Same as for protected mode exceptions.

Virtual-8086 Mode Exceptions

Exception Description
#UD If the LOCK prefix is used.
#AC(0) If an unaligned memory reference is made while alignment checking is enabled.
#PF(fault-code) If a page fault occurs.
#GP(0) If a memory operand effective address is outside the CS, DS, ES, FS, or GS segment limit.

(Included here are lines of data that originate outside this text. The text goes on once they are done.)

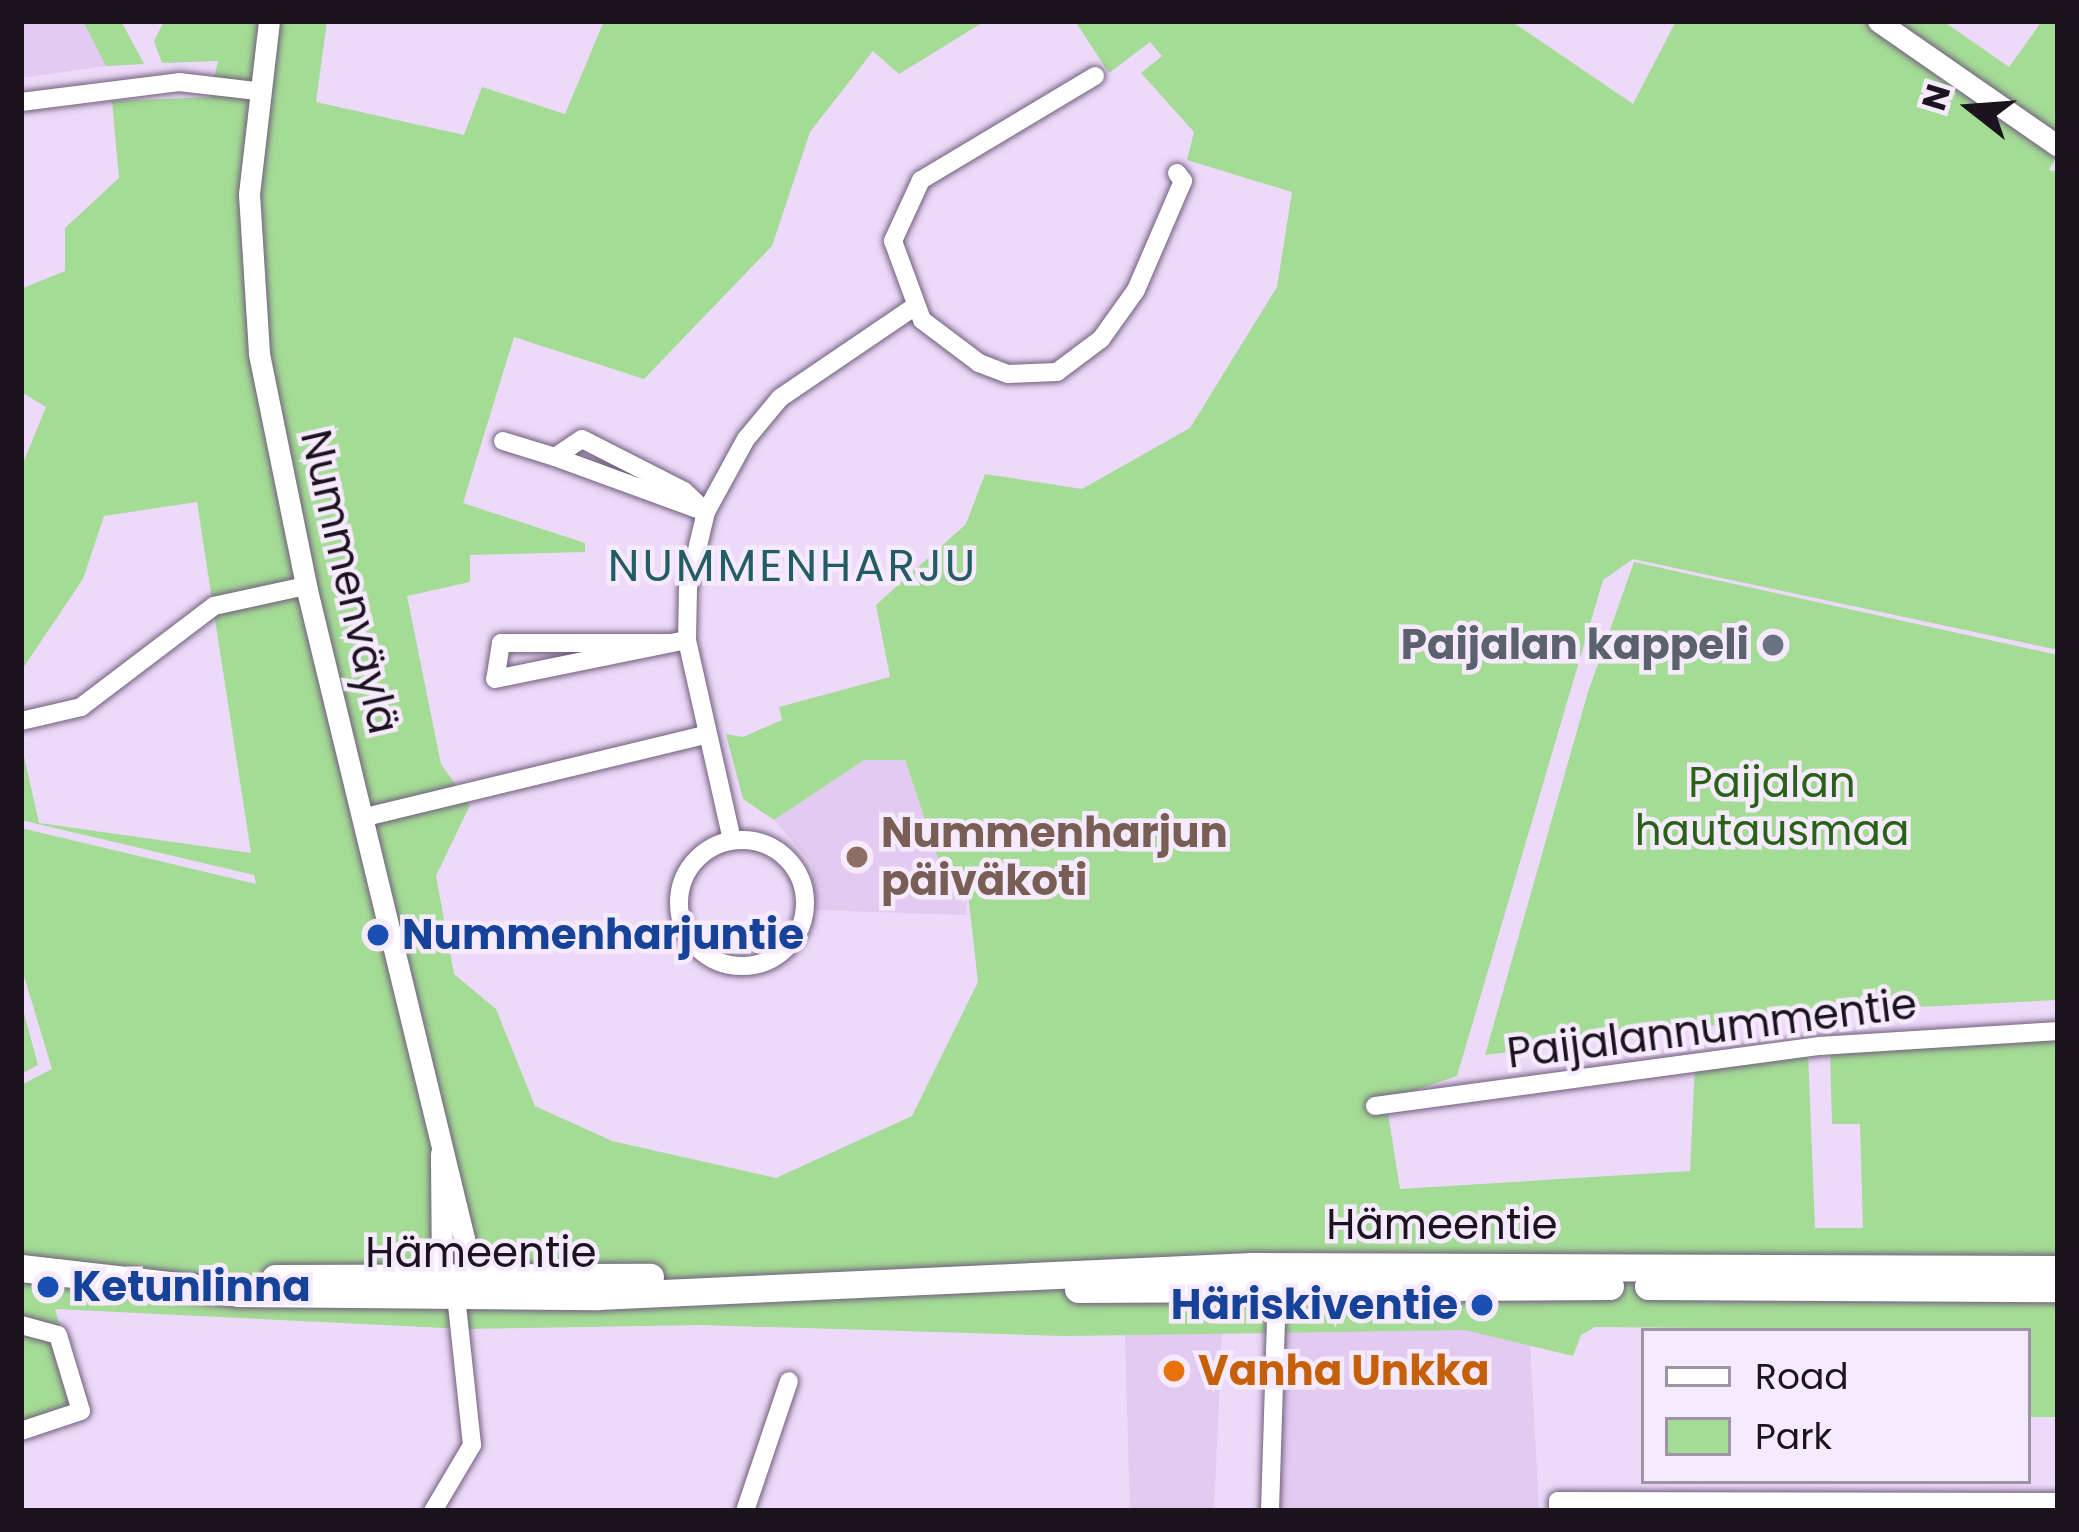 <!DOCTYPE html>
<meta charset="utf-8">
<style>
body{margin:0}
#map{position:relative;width:2079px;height:1532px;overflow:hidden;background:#edd9fa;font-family:Poppins,sans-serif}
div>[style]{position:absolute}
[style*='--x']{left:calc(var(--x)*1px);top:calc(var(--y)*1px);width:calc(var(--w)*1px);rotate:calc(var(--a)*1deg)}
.built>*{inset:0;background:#e2caf1}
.green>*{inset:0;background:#a4db95}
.roads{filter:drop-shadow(0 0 3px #705f7b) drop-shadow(0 0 3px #705f7b)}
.minor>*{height:18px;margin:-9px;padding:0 9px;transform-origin:9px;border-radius:9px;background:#fff}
.minor>.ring{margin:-9px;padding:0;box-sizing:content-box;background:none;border:18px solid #fff;border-radius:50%}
.tertiary>*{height:21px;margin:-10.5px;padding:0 10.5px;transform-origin:10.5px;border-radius:10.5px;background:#fff}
.primary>*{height:27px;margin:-13.5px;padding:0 13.5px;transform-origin:13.5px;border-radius:13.5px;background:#fff}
.dots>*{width:33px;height:33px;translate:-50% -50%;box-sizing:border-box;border:6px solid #f6eafe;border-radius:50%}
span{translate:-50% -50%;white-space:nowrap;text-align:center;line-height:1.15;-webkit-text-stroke:9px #f6eafe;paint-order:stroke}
.street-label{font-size:42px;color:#1b141f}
.worship-label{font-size:42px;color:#5b616d;font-weight:700}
.right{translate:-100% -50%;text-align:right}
.park-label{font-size:42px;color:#296116}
.education-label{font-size:42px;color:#785e54;font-weight:700}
.left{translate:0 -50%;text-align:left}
.transit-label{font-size:42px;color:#164399;font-weight:700}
.food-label{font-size:42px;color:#c56008;font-weight:700}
.neighbourhood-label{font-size:45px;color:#235d63;letter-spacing:3px}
.frame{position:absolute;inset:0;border:24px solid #1b141f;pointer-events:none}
.legend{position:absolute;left:1641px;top:1328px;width:390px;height:156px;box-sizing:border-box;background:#f6eafe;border:3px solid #9e94a5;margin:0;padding:15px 21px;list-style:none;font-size:36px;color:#1b141f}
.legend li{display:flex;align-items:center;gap:24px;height:60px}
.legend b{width:60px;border:3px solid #9e94a5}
.north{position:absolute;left:1911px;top:48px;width:120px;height:120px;-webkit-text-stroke:9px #f6eafe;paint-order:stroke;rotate:287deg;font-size:33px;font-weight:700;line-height:48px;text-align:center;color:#1b141f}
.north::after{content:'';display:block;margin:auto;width:42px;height:54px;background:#1b141f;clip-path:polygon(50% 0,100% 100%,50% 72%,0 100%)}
</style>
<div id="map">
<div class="built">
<i style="clip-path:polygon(21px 21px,83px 21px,106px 66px,21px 78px)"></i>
<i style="clip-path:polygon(864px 760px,905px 760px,946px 882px,967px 885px,966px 915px,814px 910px,812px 864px,774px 820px)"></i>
<i style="clip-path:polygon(1283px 1330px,1465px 1330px,1530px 1341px,1539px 1511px,1274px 1511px)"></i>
<i style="clip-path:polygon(1222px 1331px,1214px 1511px,1130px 1511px,1125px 1335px)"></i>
</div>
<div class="green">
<i style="clip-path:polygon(83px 21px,121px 21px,144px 64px,106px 66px)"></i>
<i style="clip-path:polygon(164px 21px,327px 21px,316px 102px,464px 135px,482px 87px,565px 114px,604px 21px,985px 21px,899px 74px,873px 51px,810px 132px,772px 246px,644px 379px,514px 337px,463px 503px,585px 543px,585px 552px,470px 555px,470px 582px,407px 596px,441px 764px,470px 805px,436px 876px,454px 974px,496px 1009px,535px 1106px,612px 1141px,776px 1178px,912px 1116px,978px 982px,967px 885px,946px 882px,905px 760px,864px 760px,774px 820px,743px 799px,726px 734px,743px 737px,782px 720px,779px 707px,890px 677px,876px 605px,966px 524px,985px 474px,1082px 489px,1190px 428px,1277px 287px,1292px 192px,1187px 160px,1194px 132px,1141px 73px,1162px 56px,1150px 42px,1109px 73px,1075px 21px,1511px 21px,1633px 104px,1676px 21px,1943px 21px,2009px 67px,2042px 21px,2058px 21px,2058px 154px,2049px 170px,2058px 172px,2058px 650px,1633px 559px,1603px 580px,1457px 1076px,1386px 1100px,1400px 1189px,1690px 1171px,1695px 1064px,1808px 1052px,1815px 1228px,1863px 1228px,1860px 1124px,1832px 1124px,1830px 1049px,2058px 1038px,2058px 1417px,2028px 1417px,2028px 1331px,1595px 1327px,1581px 1335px,1573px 1356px,1465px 1330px,1065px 1336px,702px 1325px,465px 1329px,55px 1309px,87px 1417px,21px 1431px,21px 1085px,52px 1069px,21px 966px,21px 828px,256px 884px,254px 875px,21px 820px,21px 743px,39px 823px,251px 853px,197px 502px,104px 516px,83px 579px,21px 671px,21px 468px,46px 407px,21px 392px,21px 289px,65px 271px,65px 228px,119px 178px,112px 101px,210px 97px,218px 61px,162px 63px,154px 41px)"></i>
<i style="clip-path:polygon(1634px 562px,2058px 655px,2058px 1000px,1819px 1012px,1485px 1055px,1588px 692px)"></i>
<i style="clip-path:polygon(21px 1002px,38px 1065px,21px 1074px)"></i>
</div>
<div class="roads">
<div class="minor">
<i style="--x:1095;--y:76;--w:203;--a:149.1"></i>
<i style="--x:921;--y:180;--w:67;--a:114.7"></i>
<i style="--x:893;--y:241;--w:84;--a:69.8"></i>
<i style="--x:922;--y:320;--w:71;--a:37"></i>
<i style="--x:979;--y:363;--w:31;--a:21"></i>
<i style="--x:1008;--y:374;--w:49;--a:-2.3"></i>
<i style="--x:1057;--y:372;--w:55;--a:-36.9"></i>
<i style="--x:1101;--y:339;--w:60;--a:-54.5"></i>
<i style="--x:1136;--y:290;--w:119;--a:-66.7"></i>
<i style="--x:1183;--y:181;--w:10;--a:-127"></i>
<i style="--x:21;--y:102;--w:159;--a:-7.2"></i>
<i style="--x:179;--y:82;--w:79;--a:6.6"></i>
<i style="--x:503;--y:441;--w:54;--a:17.1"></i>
<i style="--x:555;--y:457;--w:32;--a:-34"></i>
<i style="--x:582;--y:439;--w:114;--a:27"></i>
<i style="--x:684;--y:491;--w:30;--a:44"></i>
<i style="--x:555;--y:457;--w:151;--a:20.1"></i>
<i style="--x:669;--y:643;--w:168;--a:180"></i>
<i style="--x:501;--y:643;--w:36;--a:99"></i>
<i style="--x:495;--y:679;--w:196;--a:-11.5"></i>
<i style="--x:21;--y:721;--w:62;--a:-13.1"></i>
<i style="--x:81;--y:707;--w:167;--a:-37.2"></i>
<i style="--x:214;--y:606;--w:94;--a:-12.3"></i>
<i style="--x:366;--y:817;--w:349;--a:-13.6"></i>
<i class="ring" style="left:679px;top:840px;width:108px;height:108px"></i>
<i style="--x:732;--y:840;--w:205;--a:-102.7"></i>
<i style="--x:687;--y:640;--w:52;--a:-88.9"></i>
<i style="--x:688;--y:588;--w:78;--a:-76.7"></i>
<i style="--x:706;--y:512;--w:83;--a:-61.3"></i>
<i style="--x:746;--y:439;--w:53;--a:-50.3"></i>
<i style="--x:780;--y:398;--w:162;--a:-34.2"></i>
<i style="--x:1375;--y:1106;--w:449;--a:-7.7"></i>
<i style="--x:1820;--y:1046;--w:238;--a:-3.6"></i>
<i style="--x:21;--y:1325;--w:38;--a:15"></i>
<i style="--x:58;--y:1335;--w:79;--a:73.2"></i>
<i style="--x:81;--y:1411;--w:63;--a:161.6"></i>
<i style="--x:433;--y:1511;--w:77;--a:-59.4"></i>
<i style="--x:472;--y:1445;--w:150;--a:-96.1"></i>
<i style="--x:745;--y:1511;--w:137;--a:-71.3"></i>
<i style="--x:1270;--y:1511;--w:229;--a:-88.2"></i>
<i style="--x:1558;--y:1511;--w:10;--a:-90"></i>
<i style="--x:1558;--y:1501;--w:500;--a:0.11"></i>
</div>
<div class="tertiary">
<i style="--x:269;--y:21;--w:174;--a:96.6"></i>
<i style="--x:249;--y:194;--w:160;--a:86.4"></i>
<i style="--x:259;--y:354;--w:237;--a:78.5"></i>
<i style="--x:306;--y:586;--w:671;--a:76.38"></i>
<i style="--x:464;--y:1238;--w:37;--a:84"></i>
<i style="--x:468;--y:1275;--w:24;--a:120"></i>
<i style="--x:456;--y:1296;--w:25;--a:-124"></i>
<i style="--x:442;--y:1275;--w:121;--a:-90.5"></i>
<i style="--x:1878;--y:21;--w:219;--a:34.8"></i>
</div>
<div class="primary">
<i style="--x:21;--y:1268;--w:219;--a:6.5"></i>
<i style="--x:239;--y:1293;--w:359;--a:0.5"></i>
<i style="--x:598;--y:1296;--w:654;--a:-2.63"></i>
<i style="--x:1251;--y:1266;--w:807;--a:0.21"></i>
<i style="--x:275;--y:1278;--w:375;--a:-0.2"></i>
<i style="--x:1648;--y:1286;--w:410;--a:0.3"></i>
<i style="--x:1078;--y:1289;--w:532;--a:-0.32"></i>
</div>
</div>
<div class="dots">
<i style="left:1773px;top:645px;background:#6b7280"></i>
<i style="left:857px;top:857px;background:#8d6e63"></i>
<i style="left:378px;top:935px;background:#1a4fb4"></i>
<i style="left:48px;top:1287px;background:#1a4fb4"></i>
<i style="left:1482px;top:1305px;background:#1a4fb4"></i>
<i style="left:1174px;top:1371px;background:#e8710a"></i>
</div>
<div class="street-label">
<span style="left:349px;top:582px;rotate:77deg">Nummenväylä</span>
<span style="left:1712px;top:1029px;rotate:-7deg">Paijalannummentie</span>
<span style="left:1442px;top:1225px">Hämeentie</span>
<span style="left:481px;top:1253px">Hämeentie</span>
</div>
<div class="worship-label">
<span class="right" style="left:1749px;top:645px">Paijalan kappeli</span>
</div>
<div class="park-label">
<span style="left:1772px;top:807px">Paijalan<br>hautausmaa</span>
</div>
<div class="education-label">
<span class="left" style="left:881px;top:857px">Nummenharjun<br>päiväkoti</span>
</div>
<div class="transit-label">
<span class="left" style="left:402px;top:935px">Nummenharjuntie</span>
<span class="left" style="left:72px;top:1287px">Ketunlinna</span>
<span class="right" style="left:1458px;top:1305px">Häriskiventie</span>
</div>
<div class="food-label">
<span class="left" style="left:1198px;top:1371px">Vanha Unkka</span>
</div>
<div class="neighbourhood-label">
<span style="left:793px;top:566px">NUMMENHARJU</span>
</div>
<div class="frame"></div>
<ul class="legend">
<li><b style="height:15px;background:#fff"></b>Road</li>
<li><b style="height:33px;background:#a4db95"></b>Park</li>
</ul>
<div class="north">N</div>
</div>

Real-Address Mode Exceptions

Exception Description
#UD If the LOCK prefix is used.
#GP If a memory operand effective address is outside the CS, DS, ES, FS, or GS segment limit.

Protected Mode Exceptions

Exception Description
#UD If the LOCK prefix is used.
#AC(0) If an unaligned memory reference is made while the current privilege level is 3 and alignment checking is enabled.
#PF(fault-code) If a page fault occurs.
#NP If the DS, ES, FS, or GS register is being loaded and the segment pointed to is marked not present.
#SS(selector) If the SS register is being loaded and the segment pointed to is marked not present.
#SS(0) If the current top of stack is not within the stack segment. If a memory operand effective address is outside the SS segment limit.
#GP(selector) If segment selector index is outside descriptor table limits. If the SS register is being loaded and the segment selector's RPL and the segment descriptor's DPL are not equal to the CPL. If the SS register is being loaded and the segment pointed to is a non-writable data segment. If the DS, ES, FS, or GS register is being loaded and the segment pointed to is not a data or readable code segment. If the DS, ES, FS, or GS register is being loaded and the segment pointed to is a data or nonconforming code segment, but both the RPL and the CPL are greater than the DPL.
#GP(0) If attempt is made to load SS register with NULL segment selector. If the destination operand is in a non-writable segment. If a memory operand effective address is outside the CS, DS, ES, FS, or GS segment limit. If the DS, ES, FS, or GS register is used to access memory and it contains a NULL segment selector.